As indicated above, rotational axis A-2 of each tool insert is transverse to longitudinal axis A-1 of tool body 20, but this is not to be understood as requiring precise perpendicularity. In some embodiments, rotational axis A-2 will be precisely perpendicular to longitudinal axis A-1, but this is not essential. In alternative embodiments, rotational axis A-2 may be tilted from perpendicular relative to longitudinal axis A-1, which configuration may be beneficial in inducing rotation of the tool inserts during operations in which the drill string is being rotated.

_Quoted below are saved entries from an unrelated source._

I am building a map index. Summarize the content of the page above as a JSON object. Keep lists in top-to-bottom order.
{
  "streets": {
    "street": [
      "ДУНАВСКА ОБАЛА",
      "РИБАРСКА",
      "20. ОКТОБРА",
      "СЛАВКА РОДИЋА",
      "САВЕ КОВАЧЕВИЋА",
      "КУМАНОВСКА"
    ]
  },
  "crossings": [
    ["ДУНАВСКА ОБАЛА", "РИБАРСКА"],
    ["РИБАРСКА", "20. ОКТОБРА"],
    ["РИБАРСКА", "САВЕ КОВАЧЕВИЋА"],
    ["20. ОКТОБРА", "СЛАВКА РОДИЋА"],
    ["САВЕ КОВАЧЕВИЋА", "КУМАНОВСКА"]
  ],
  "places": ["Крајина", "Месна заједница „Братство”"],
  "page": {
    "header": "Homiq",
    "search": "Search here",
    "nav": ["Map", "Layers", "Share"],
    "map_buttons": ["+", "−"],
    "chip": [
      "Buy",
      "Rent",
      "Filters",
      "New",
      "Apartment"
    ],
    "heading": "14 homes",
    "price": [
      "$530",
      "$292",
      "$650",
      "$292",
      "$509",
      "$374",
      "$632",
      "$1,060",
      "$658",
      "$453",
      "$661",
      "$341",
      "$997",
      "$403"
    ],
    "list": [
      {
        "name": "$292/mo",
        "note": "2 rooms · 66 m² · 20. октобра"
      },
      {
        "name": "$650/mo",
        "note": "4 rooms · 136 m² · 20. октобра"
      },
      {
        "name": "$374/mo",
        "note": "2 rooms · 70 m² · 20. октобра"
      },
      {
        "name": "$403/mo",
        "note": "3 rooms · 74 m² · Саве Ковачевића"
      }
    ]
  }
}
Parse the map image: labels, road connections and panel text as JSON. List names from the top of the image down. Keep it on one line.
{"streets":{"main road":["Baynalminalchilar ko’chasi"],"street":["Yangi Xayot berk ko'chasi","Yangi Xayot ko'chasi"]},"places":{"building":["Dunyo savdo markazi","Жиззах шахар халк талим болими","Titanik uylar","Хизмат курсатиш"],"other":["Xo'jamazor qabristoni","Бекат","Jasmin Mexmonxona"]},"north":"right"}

FIG. 3 is an enlarged cross-sectional view through a tool cartridge comprising reamer insert 50, rotatably disposed within cartridge bushing 40. The assembly of reamer insert 50 and cartridge bushing 40 may be referred to as a reamer cartridge 500. Reamer insert 50 has a main body 51 with a generally domed upper surface 52, into which are formed a plurality of cutter sockets 53 for receiving cutting elements 54, which project above upper surface 52 as shown. Cutting elements 54 will preferably be made from a tungsten-carbide steel alloy, as is common for cutting elements in prior art reaming tools as well as cutting tools in other fields of industry. In the illustrated embodiment, cutting elements 54 have a domed profile, but this is by way of example only; cutting elements 54 could have different profiles to suit particular field conditions.


Persons skilled in the art will appreciate that the present invention is not limited or restricted to the use of any particular style of cutting element or any particular cutting element materials. Moreover, the present invention is not limited or restricted to the use of cutting elements disposed within cutter pockets as shown in the exemplary embodiment of FIGS. 2 and 3, as the particular means by which cutting elements are attached, anchored, bonded, or otherwise integrated with main body 51 of reamer insert 50 is entirely secondary or peripheral to the present invention.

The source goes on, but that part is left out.